To do :: Copy each line of the entries that includes the word "residential".

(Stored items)
__________________________________________________

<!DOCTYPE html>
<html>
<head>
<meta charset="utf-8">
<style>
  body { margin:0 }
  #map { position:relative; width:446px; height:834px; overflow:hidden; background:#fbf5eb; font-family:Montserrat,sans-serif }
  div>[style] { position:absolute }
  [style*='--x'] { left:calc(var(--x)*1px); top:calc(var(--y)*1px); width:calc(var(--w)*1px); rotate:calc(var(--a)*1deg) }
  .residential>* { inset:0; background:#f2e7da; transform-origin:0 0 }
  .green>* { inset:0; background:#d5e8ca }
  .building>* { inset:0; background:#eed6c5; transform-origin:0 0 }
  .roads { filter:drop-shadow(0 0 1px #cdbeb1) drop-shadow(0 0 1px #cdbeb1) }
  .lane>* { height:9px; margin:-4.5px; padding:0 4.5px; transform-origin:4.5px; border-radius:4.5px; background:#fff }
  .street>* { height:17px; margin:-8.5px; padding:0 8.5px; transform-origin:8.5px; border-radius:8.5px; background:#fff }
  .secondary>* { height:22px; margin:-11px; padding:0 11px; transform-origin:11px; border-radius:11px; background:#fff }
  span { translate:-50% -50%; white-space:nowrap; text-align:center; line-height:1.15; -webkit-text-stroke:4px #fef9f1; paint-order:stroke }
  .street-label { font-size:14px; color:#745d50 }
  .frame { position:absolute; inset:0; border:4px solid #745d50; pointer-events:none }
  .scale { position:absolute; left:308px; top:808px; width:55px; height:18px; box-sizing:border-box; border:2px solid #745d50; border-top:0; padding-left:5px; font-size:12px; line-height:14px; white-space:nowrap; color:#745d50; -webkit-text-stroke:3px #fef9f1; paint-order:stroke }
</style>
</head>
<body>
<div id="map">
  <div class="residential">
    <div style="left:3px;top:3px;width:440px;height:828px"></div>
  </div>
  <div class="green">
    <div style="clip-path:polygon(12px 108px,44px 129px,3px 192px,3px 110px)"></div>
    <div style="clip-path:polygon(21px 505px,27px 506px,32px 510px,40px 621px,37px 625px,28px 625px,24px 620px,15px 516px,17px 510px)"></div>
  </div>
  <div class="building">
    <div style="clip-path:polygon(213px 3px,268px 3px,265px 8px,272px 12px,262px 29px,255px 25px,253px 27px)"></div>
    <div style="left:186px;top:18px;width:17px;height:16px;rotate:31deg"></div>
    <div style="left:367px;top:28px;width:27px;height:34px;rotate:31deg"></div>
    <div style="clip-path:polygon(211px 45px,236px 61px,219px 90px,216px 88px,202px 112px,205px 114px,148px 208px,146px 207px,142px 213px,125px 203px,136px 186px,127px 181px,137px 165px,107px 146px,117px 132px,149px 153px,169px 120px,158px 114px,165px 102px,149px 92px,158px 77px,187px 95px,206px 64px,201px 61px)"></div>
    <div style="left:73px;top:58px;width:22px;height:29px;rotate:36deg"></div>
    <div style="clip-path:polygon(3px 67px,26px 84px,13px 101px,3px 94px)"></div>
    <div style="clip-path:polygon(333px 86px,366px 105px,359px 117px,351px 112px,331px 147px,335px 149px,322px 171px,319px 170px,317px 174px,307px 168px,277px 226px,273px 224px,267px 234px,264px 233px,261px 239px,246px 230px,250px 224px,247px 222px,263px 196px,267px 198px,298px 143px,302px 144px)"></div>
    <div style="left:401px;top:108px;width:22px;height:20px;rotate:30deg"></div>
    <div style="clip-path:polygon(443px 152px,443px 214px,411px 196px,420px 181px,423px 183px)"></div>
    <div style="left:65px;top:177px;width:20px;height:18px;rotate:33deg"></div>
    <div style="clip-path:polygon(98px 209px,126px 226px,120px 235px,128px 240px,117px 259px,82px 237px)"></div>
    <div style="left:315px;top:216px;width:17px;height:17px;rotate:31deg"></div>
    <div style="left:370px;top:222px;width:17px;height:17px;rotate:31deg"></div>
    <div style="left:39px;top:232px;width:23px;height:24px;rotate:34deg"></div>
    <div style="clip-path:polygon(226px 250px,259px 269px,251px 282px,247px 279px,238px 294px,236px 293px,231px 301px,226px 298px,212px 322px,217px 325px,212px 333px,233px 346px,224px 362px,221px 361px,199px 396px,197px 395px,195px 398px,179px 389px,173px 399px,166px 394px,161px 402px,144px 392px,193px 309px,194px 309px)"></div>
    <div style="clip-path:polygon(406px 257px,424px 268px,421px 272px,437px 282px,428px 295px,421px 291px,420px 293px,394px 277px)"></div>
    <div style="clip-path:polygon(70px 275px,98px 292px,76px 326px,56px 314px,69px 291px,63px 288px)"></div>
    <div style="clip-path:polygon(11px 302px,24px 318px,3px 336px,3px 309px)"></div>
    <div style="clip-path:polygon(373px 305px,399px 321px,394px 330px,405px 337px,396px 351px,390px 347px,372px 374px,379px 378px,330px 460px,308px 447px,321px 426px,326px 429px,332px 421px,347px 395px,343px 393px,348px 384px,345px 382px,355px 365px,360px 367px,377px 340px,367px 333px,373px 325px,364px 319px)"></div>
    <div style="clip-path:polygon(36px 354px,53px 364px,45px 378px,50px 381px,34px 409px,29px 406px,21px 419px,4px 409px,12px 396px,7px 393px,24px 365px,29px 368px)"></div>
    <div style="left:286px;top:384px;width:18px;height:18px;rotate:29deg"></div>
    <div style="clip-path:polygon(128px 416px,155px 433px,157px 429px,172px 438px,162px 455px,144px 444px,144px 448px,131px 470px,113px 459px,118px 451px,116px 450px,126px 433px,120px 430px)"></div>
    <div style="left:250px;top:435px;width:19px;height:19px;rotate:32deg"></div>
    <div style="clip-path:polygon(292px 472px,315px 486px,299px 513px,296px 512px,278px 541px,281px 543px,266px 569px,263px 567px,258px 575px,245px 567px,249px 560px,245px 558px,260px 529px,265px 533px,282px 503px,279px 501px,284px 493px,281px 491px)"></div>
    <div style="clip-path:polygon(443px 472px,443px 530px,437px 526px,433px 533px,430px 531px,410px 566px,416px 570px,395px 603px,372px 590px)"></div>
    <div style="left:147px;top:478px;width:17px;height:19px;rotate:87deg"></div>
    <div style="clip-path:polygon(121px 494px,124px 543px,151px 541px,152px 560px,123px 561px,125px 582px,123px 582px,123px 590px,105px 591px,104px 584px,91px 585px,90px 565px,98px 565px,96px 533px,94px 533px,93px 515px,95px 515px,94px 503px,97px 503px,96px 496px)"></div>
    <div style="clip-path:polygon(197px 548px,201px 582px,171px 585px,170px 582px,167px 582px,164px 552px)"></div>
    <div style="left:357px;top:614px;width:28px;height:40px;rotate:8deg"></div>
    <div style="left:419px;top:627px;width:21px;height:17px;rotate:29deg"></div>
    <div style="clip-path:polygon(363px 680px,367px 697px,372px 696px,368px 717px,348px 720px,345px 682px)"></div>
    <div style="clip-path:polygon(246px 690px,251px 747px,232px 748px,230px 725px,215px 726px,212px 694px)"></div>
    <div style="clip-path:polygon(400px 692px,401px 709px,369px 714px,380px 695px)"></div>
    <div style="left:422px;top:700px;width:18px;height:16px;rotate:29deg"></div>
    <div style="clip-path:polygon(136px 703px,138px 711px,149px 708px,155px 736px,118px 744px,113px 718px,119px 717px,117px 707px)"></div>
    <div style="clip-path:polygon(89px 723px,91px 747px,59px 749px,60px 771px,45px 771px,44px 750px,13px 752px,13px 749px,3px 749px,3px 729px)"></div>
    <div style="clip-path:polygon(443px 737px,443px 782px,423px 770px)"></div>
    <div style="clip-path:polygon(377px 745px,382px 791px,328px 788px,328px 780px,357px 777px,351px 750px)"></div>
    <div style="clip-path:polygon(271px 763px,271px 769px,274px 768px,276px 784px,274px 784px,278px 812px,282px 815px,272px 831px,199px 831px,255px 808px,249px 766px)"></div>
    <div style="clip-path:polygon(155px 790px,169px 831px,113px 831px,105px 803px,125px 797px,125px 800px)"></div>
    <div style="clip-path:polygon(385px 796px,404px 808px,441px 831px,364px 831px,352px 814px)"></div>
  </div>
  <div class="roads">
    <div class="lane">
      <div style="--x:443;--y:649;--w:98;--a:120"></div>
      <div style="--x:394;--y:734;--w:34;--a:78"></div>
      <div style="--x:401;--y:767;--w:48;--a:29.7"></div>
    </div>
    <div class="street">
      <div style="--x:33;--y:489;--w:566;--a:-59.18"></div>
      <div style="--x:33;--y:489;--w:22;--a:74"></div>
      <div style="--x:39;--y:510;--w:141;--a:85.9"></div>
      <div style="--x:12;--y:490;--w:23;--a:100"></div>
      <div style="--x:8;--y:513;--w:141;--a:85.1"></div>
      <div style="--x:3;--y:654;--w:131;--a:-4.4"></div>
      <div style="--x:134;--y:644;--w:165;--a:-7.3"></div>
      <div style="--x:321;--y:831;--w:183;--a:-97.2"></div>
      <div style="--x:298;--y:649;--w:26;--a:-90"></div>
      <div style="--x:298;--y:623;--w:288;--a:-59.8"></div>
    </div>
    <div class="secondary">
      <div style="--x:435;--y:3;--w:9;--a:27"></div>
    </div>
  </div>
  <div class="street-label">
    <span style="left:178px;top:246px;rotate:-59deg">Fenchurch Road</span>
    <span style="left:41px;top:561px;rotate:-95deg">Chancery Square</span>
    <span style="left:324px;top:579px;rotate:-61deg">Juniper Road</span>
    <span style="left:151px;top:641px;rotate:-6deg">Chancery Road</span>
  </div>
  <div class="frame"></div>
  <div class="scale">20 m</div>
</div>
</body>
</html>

__________________________________________________

Output below ::
  .residential>* { inset:0; background:#f2e7da; transform-origin:0 0 }
  <div class="residential">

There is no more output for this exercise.